Sara Harcharik Perkins, MD

Reviewed by Sara Harcharik Perkins, MD

Written by Sheryl George

Published 02/11/2021

Updated 03/22/2024

For those with anxiety or depression, dealing with hair loss can feel even more, well…depressing. Antidepressants can be extremely beneficial and, quite frankly, necessary. But certain medications (like anticoagulants and beta blockers) may come with the side effect of hair loss — a bummer, we know.

Research suggests that having alopecia can significantly impact mental health, potentially causing psychological trauma or personal and job-related issues. It can feel like a never-ending cycle if you’re suffering from depression and experiencing further depression from hair loss.

In this article, we’ll tackle which antidepressants can cause hair loss and go over a game plan for reversing hair loss caused by medications.

Experiencing hair loss but not currently on antidepressants? Our guide to hair loss in women can help you understand other potential root causes.

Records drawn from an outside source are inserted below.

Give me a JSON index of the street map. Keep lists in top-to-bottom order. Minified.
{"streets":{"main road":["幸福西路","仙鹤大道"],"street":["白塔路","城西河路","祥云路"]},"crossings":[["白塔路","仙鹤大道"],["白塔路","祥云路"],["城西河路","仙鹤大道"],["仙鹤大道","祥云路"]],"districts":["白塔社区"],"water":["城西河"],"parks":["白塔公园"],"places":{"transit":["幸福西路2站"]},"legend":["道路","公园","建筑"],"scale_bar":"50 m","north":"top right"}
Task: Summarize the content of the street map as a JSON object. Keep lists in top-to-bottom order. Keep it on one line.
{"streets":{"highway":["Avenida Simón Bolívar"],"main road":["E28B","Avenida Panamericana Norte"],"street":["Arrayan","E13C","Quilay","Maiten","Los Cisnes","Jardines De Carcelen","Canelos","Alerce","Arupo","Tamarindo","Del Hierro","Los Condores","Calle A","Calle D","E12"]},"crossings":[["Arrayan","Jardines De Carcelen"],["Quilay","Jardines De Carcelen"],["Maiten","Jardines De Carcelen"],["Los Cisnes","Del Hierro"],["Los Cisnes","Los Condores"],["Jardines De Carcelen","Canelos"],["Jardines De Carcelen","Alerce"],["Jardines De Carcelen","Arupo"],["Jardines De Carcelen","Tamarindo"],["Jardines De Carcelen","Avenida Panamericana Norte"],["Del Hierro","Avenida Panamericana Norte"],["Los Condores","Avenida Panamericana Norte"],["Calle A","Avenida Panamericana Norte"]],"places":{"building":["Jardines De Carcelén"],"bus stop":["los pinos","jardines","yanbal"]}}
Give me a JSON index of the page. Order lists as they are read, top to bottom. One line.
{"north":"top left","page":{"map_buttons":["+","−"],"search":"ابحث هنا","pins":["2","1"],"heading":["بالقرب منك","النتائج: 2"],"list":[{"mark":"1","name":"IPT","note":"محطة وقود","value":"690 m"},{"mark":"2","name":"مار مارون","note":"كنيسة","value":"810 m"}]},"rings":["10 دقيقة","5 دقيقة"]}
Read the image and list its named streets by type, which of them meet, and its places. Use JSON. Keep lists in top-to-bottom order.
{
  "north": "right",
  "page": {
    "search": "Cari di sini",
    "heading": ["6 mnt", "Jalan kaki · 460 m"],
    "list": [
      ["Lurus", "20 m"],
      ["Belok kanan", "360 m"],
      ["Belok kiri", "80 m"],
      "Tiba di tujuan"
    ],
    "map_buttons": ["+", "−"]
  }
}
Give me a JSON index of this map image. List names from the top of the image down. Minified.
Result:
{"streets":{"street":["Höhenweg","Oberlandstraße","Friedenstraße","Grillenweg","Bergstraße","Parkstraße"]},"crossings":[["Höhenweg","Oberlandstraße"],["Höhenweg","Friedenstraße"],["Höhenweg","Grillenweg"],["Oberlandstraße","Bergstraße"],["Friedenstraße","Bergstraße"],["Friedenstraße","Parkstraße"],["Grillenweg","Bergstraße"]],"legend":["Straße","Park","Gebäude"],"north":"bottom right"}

Many medications have a series of potential side effects.

Certain antidepressant medications may trigger telogen effluvium, a form of nonscarring alopecia. This happens when hair follicles go into premature rest. It’s often set off by stress (a factor of depression), hormonal changes or medication. 

Hair goes through three phases in its growth cycle: anagen, catagen and telogen.

  • Anagen phase. This is when hair experiences growth. 

  • Catagen phase. Individual strands transition from the anagen stage to signal the end of the growth.

  • Telogen phase. Also known as the resting phase of hair growth, this is when the hair follicle is completely inactive (until it sheds and the process starts over).

Antidepressants may shorten the anagen phase.

Telogen effluvium is characterized by excessive shedding of resting (or telogen) hair. So if you’re noticing far more strands of hair in your hairbrush or the shower drain, this could be a cause. Due to the shape of its root, telogen hair is also known as club hair.

It’s important to note, however, that hair loss is typically a rare side effect of this type of medication. Most of the time, telogen effluvium can be reversed.

If you’re experiencing hair loss and think your antidepressant meds could be to blame, your healthcare provider might try switching your medication to something that works better for your system.

Antidepression drugs that can cause hair loss include:

  • Zoloft (sertraline)

  • Prozac (fluoxetine)

  • Janimine (imipramine)

  • Anafranil (clomipramine)

  • Paxil (paroxetine)

  • Tofranil (imipramine)

  • Adapin (doxepin)

  • Sinequan (doxepin)

  • Surmontil (trimipramine)

  • Pamelor (nortriptyline)

  • Ventyl (nortriptyline)

  • Norpramin (desipramine)

  • Elavil (amitriptyline)

  • Haldol (haloperidol)

  • Asendin (amoxapine)

  • Endep (amitriptyline)

  • Pertofrane (desipramine)

  • Vivactil (protriptyline hydrochloride)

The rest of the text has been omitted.